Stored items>
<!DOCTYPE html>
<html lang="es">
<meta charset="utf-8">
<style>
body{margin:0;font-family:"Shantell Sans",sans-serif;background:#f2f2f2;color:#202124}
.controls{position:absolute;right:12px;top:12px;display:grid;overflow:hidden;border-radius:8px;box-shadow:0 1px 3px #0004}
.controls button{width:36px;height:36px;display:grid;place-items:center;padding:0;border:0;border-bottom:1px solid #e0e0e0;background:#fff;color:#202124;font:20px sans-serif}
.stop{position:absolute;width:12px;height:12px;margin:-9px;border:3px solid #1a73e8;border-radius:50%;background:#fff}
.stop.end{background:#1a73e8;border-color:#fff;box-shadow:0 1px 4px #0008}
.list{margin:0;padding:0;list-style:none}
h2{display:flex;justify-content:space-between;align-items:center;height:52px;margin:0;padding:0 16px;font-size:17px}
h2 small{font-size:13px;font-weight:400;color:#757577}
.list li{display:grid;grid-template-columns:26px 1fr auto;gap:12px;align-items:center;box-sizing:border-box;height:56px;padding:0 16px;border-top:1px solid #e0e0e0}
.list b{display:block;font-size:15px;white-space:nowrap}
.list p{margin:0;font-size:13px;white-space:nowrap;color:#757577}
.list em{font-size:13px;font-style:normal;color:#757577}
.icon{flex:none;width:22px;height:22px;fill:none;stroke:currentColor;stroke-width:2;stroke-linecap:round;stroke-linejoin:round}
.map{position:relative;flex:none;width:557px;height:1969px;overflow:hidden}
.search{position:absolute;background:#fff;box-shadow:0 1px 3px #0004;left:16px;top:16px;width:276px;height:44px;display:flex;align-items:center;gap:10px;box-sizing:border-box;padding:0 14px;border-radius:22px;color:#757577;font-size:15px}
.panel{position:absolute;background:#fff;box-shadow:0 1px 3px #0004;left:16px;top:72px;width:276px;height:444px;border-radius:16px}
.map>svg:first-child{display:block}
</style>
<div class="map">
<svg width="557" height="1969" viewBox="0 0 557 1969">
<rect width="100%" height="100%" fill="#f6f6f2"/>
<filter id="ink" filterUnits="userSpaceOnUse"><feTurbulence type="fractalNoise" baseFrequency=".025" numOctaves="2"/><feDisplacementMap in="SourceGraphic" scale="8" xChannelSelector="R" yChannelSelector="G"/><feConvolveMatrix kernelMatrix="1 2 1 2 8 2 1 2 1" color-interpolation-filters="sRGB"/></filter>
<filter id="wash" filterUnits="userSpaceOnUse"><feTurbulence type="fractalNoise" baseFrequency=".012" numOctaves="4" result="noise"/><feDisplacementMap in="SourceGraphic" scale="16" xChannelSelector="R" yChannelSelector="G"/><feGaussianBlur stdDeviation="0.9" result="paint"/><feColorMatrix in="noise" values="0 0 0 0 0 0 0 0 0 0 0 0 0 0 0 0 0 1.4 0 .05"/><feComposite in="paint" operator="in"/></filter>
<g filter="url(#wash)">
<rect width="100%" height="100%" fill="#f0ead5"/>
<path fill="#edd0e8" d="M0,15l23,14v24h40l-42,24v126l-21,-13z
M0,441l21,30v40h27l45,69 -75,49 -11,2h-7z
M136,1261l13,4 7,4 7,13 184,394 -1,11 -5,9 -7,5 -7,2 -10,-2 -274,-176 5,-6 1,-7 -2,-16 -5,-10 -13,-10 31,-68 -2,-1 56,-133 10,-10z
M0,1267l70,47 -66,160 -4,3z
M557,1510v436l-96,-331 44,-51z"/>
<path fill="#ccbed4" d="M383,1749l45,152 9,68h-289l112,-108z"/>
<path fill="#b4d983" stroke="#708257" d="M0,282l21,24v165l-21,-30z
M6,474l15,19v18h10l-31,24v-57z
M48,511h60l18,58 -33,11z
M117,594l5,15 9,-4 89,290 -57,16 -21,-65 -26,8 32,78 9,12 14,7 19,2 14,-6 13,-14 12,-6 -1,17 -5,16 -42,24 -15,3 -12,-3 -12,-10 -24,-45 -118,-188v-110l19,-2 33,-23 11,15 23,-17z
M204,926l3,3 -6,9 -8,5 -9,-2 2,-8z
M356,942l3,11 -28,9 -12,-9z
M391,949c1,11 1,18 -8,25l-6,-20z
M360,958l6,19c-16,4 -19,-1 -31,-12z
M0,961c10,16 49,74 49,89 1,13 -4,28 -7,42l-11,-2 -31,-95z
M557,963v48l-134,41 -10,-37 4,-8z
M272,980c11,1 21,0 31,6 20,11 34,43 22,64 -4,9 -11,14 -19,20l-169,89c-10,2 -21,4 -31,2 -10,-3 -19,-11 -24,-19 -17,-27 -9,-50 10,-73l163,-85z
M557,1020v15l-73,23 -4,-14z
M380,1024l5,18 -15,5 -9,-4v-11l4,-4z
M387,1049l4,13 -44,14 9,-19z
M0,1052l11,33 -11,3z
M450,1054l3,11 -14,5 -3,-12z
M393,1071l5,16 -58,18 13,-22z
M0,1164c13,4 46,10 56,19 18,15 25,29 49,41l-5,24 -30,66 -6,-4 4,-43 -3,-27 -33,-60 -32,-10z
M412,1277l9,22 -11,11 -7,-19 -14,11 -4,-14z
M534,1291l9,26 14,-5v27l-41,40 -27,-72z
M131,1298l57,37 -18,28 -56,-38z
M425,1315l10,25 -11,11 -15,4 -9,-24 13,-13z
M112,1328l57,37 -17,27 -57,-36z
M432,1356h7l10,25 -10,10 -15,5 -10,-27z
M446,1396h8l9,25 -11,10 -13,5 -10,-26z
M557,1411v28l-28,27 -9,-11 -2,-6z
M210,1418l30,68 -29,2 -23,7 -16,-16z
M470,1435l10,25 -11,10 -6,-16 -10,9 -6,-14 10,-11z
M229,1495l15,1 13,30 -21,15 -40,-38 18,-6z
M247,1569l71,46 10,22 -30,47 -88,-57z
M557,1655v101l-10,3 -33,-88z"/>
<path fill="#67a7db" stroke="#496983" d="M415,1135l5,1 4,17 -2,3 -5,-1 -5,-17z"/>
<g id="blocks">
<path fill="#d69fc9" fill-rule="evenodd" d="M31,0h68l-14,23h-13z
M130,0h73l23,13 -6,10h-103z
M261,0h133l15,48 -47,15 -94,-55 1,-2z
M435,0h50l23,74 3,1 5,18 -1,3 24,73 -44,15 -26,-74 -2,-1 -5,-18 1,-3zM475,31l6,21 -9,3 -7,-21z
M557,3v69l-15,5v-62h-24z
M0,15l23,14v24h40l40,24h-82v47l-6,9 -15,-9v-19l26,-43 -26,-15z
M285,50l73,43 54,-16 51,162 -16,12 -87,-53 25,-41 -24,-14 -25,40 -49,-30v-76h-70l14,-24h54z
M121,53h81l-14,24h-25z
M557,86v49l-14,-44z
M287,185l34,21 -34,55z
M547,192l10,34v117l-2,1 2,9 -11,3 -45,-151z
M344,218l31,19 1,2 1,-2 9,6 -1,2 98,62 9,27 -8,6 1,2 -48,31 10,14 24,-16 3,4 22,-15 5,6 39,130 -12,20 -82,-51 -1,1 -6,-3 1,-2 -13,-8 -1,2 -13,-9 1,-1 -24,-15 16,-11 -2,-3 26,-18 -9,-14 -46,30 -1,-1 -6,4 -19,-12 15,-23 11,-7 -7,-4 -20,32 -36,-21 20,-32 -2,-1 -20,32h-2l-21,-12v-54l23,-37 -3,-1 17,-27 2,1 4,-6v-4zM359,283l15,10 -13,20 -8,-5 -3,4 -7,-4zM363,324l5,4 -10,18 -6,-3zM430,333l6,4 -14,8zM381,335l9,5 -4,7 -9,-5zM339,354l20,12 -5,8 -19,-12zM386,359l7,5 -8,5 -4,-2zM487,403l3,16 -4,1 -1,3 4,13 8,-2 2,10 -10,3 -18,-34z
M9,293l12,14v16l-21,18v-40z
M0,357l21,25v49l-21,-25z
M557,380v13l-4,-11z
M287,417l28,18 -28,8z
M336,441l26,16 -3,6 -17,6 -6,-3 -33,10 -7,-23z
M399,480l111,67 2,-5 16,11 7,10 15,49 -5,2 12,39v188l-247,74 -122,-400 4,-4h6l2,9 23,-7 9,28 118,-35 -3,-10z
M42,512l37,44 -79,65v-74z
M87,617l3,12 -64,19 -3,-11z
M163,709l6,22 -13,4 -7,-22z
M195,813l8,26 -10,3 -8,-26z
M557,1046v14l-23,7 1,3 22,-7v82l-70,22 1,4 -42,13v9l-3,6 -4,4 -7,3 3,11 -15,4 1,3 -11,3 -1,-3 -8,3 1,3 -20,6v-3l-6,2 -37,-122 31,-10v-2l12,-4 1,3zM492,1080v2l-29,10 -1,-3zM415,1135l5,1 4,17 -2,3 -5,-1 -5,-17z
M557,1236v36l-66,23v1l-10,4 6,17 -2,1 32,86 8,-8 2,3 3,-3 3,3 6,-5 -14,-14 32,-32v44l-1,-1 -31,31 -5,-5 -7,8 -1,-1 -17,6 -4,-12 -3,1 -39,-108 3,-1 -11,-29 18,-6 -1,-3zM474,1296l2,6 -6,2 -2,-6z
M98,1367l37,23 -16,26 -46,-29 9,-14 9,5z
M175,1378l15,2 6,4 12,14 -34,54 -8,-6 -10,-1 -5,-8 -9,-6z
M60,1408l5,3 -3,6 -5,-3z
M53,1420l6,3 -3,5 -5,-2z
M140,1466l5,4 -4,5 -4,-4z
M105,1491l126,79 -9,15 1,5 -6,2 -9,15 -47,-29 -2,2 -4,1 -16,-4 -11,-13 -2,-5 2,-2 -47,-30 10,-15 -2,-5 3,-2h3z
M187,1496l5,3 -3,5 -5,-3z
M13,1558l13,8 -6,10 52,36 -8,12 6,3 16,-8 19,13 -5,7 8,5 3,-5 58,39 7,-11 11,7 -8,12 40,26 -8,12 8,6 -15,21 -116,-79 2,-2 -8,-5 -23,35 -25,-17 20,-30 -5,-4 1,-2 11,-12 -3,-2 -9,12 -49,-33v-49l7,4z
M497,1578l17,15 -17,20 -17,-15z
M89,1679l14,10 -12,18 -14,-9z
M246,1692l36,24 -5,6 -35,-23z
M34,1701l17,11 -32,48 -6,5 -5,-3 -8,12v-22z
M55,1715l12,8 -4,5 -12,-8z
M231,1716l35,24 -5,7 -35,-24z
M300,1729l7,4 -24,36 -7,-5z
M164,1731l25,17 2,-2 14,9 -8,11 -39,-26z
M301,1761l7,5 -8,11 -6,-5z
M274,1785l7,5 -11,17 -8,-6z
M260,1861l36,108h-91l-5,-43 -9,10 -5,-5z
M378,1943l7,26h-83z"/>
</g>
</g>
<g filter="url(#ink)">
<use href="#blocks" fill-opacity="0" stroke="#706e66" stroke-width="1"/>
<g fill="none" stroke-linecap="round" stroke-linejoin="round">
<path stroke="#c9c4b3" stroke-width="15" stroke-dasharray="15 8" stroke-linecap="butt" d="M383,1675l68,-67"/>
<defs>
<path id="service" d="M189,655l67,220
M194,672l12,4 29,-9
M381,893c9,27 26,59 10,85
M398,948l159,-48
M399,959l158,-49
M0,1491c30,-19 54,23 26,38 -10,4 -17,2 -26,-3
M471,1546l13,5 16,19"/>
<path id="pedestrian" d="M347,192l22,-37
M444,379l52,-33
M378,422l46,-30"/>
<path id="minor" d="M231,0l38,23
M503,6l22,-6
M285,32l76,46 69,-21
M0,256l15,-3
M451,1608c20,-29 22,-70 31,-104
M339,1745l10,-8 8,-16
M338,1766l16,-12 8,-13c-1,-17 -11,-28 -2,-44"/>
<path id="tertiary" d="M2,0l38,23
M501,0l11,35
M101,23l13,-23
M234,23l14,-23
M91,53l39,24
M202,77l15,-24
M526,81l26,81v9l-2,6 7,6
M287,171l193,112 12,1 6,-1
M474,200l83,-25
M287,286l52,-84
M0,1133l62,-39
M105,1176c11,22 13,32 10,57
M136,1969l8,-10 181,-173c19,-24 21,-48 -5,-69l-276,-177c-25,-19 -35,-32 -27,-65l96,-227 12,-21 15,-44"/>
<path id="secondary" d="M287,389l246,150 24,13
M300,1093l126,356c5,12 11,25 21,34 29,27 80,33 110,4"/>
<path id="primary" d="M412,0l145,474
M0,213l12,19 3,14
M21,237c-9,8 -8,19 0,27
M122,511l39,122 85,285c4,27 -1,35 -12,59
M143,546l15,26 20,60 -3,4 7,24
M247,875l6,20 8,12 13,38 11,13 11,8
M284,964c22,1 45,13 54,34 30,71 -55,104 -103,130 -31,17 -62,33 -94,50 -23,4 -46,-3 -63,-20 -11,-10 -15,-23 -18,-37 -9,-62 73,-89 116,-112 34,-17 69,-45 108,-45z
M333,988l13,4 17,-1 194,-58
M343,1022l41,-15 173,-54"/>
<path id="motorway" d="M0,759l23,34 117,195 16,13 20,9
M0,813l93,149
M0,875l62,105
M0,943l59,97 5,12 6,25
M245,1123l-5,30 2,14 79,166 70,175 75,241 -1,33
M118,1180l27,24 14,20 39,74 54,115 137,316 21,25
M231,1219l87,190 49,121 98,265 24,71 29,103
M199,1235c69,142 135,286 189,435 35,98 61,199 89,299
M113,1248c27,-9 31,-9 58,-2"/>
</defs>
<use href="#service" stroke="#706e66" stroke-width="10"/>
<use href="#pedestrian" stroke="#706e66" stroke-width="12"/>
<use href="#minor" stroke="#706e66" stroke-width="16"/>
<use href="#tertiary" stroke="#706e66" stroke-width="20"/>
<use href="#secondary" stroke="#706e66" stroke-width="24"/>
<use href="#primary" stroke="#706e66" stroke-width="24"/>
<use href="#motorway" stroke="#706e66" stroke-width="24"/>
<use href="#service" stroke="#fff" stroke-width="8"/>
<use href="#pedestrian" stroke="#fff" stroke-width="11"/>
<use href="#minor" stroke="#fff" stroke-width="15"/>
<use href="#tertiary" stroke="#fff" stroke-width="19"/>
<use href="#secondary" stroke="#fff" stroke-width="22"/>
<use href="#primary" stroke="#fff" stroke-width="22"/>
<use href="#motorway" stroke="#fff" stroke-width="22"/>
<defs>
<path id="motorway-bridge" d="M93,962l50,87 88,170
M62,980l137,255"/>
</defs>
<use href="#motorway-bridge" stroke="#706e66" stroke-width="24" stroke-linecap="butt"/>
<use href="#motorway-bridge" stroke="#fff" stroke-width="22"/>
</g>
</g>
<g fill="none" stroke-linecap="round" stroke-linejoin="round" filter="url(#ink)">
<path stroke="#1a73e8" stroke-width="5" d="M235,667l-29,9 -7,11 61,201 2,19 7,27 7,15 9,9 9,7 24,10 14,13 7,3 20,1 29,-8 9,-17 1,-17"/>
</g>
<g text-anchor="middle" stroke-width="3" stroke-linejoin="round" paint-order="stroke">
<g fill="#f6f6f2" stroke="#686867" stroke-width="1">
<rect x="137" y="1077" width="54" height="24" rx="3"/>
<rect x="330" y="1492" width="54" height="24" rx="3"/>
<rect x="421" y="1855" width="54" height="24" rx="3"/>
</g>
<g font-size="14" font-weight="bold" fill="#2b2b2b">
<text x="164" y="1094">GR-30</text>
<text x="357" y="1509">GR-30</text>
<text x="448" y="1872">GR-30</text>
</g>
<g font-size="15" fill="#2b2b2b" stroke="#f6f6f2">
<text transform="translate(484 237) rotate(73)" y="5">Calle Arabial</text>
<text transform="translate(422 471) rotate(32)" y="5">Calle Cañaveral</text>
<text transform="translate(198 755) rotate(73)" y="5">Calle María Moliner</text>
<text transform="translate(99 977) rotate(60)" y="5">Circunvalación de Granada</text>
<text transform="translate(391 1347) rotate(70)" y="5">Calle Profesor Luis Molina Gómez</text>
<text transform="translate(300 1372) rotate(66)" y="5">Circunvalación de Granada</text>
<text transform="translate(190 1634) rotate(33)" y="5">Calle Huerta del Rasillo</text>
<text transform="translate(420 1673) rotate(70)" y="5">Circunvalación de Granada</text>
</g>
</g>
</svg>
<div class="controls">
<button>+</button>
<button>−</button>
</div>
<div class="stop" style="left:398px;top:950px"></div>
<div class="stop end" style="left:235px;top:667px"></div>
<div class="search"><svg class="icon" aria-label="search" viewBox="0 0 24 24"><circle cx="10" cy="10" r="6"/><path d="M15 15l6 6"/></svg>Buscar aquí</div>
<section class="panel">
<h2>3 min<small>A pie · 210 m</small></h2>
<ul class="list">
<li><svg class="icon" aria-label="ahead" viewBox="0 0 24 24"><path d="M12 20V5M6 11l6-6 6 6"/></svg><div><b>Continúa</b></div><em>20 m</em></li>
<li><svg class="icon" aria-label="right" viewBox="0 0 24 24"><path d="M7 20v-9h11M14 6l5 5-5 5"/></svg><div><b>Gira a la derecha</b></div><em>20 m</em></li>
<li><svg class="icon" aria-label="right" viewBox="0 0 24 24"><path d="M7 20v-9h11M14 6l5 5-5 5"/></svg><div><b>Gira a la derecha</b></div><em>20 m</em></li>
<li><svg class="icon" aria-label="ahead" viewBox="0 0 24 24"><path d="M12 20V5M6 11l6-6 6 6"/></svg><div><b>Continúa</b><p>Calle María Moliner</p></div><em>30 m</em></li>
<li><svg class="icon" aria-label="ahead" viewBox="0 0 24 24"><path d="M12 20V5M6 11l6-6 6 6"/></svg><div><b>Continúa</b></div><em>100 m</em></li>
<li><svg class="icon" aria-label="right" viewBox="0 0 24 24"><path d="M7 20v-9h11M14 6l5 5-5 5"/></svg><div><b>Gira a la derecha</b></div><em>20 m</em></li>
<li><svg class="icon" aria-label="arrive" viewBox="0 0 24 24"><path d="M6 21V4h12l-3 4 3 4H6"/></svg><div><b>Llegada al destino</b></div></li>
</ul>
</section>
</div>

Work instructions>
Every line of the data that includes the word "xChannelSelector" should be copied.

Response>
<filter id="ink" filterUnits="userSpaceOnUse"><feTurbulence type="fractalNoise" baseFrequency=".025" numOctaves="2"/><feDisplacementMap in="SourceGraphic" scale="8" xChannelSelector="R" yChannelSelector="G"/><feConvolveMatrix kernelMatrix="1 2 1 2 8 2 1 2 1" color-interpolation-filters="sRGB"/></filter>
<filter id="wash" filterUnits="userSpaceOnUse"><feTurbulence type="fractalNoise" baseFrequency=".012" numOctaves="4" result="noise"/><feDisplacementMap in="SourceGraphic" scale="16" xChannelSelector="R" yChannelSelector="G"/><feGaussianBlur stdDeviation="0.9" result="paint"/><feColorMatrix in="noise" values="0 0 0 0 0 0 0 0 0 0 0 0 0 0 0 0 0 1.4 0 .05"/><feComposite in="paint" operator="in"/></filter>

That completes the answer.